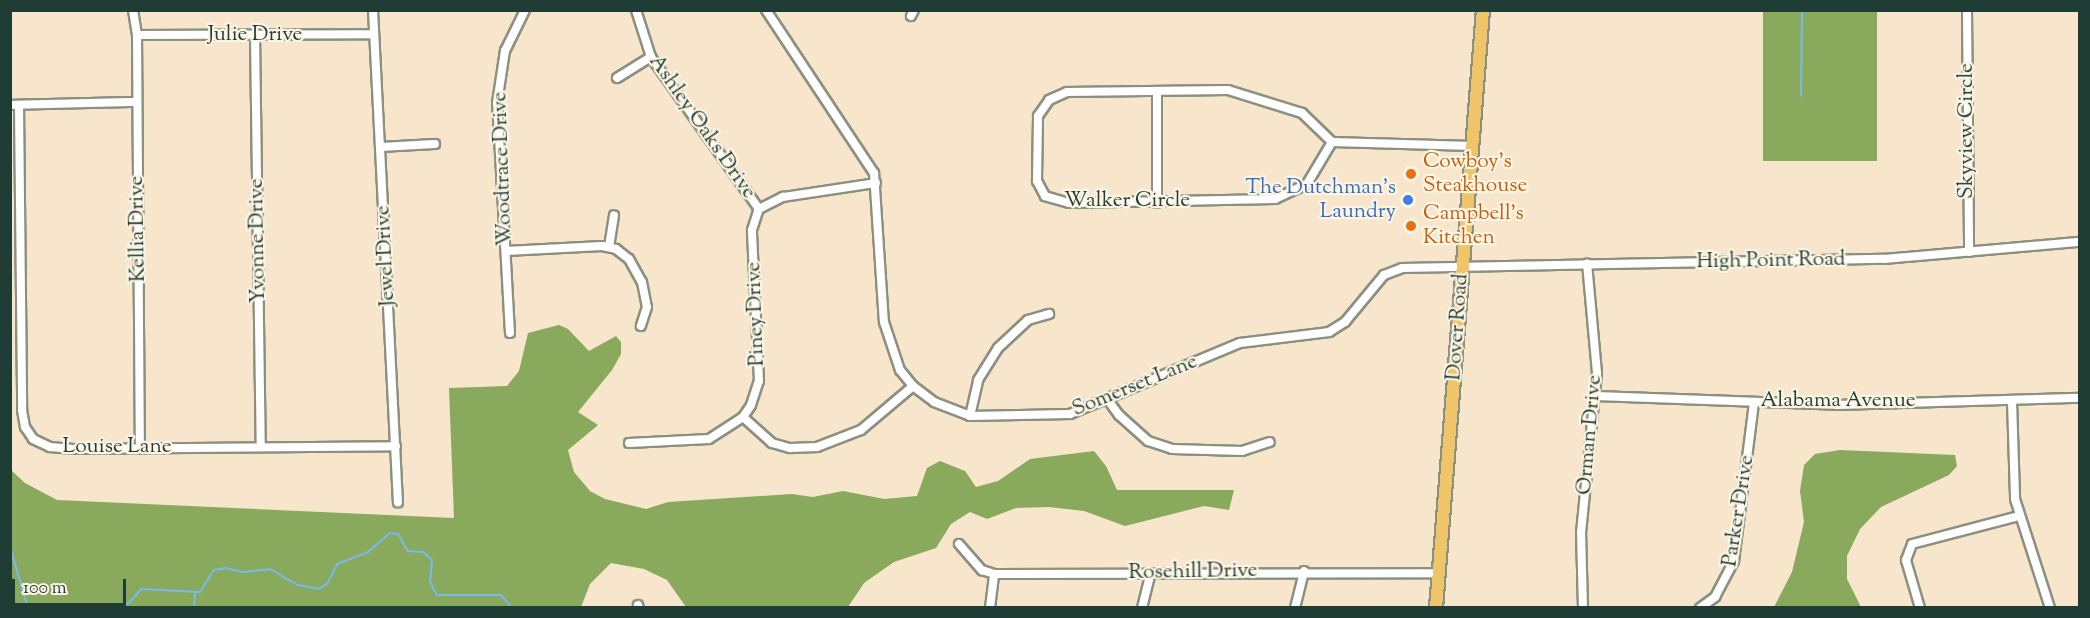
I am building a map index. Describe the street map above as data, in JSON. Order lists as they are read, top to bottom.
{
  "streets": {
    "main road": ["Dover Road"],
    "street": [
      "Julie Drive",
      "Ashley Oaks Drive",
      "Skyview Circle",
      "Woodtrace Drive",
      "Walker Circle",
      "Kellia Drive",
      "Yvonne Drive",
      "Jewel Drive",
      "High Point Road",
      "Piney Drive",
      "Somerset Lane",
      "Alabama Avenue",
      "Orman Drive",
      "Louise Lane",
      "Parker Drive",
      "Rosehill Drive"
    ]
  },
  "crossings": [
    ["Julie Drive", "Kellia Drive"],
    ["Julie Drive", "Yvonne Drive"],
    ["Julie Drive", "Jewel Drive"],
    ["Ashley Oaks Drive", "Piney Drive"],
    ["Skyview Circle", "High Point Road"],
    ["Kellia Drive", "Louise Lane"],
    ["Yvonne Drive", "Louise Lane"],
    ["Jewel Drive", "Louise Lane"],
    ["High Point Road", "Dover Road"],
    ["High Point Road", "Somerset Lane"],
    ["High Point Road", "Orman Drive"],
    ["Dover Road", "Somerset Lane"],
    ["Dover Road", "Rosehill Drive"],
    ["Alabama Avenue", "Orman Drive"],
    ["Alabama Avenue", "Parker Drive"]
  ],
  "places": ["Cowboy's Steakhouse", "The Dutchman's Laundry", "Campbell's Kitchen"],
  "scale_bar": "100 m"
}
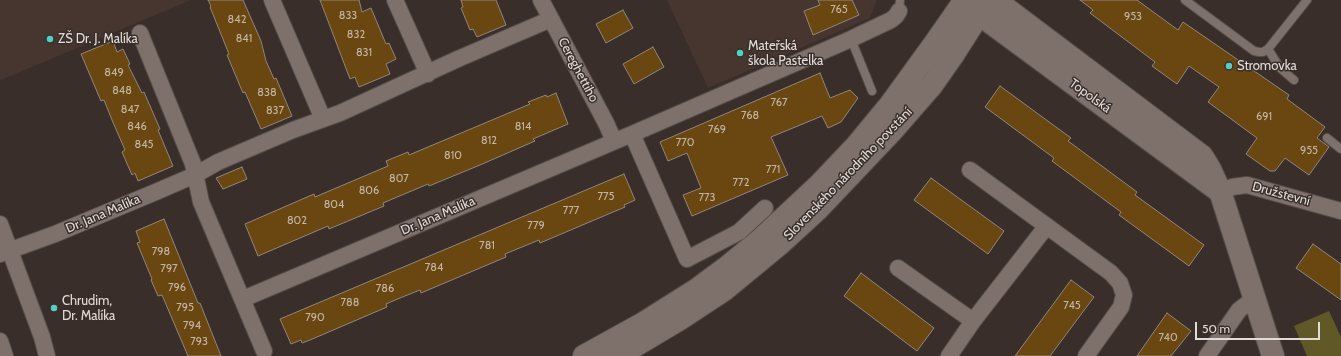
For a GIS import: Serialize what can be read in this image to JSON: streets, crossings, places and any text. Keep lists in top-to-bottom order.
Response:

- Problem to solve -
The whole listing above needs to be copied exactly; please keep the pictures out.

- The answer -
I am building a map index. Describe the street map above as data, in JSON. Order lists as they are read, top to bottom.
{
  "streets": {
    "main road": ["Dover Road"],
    "street": [
      "Julie Drive",
      "Ashley Oaks Drive",
      "Skyview Circle",
      "Woodtrace Drive",
      "Walker Circle",
      "Kellia Drive",
      "Yvonne Drive",
      "Jewel Drive",
      "High Point Road",
      "Piney Drive",
      "Somerset Lane",
      "Alabama Avenue",
      "Orman Drive",
      "Louise Lane",
      "Parker Drive",
      "Rosehill Drive"
    ]
  },
  "crossings": [
    ["Julie Drive", "Kellia Drive"],
    ["Julie Drive", "Yvonne Drive"],
    ["Julie Drive", "Jewel Drive"],
    ["Ashley Oaks Drive", "Piney Drive"],
    ["Skyview Circle", "High Point Road"],
    ["Kellia Drive", "Louise Lane"],
    ["Yvonne Drive", "Louise Lane"],
    ["Jewel Drive", "Louise Lane"],
    ["High Point Road", "Dover Road"],
    ["High Point Road", "Somerset Lane"],
    ["High Point Road", "Orman Drive"],
    ["Dover Road", "Somerset Lane"],
    ["Dover Road", "Rosehill Drive"],
    ["Alabama Avenue", "Orman Drive"],
    ["Alabama Avenue", "Parker Drive"]
  ],
  "places": ["Cowboy's Steakhouse", "The Dutchman's Laundry", "Campbell's Kitchen"],
  "scale_bar": "100 m"
}
For a GIS import: Serialize what can be read in this image to JSON: streets, crossings, places and any text. Keep lists in top-to-bottom order.
Response:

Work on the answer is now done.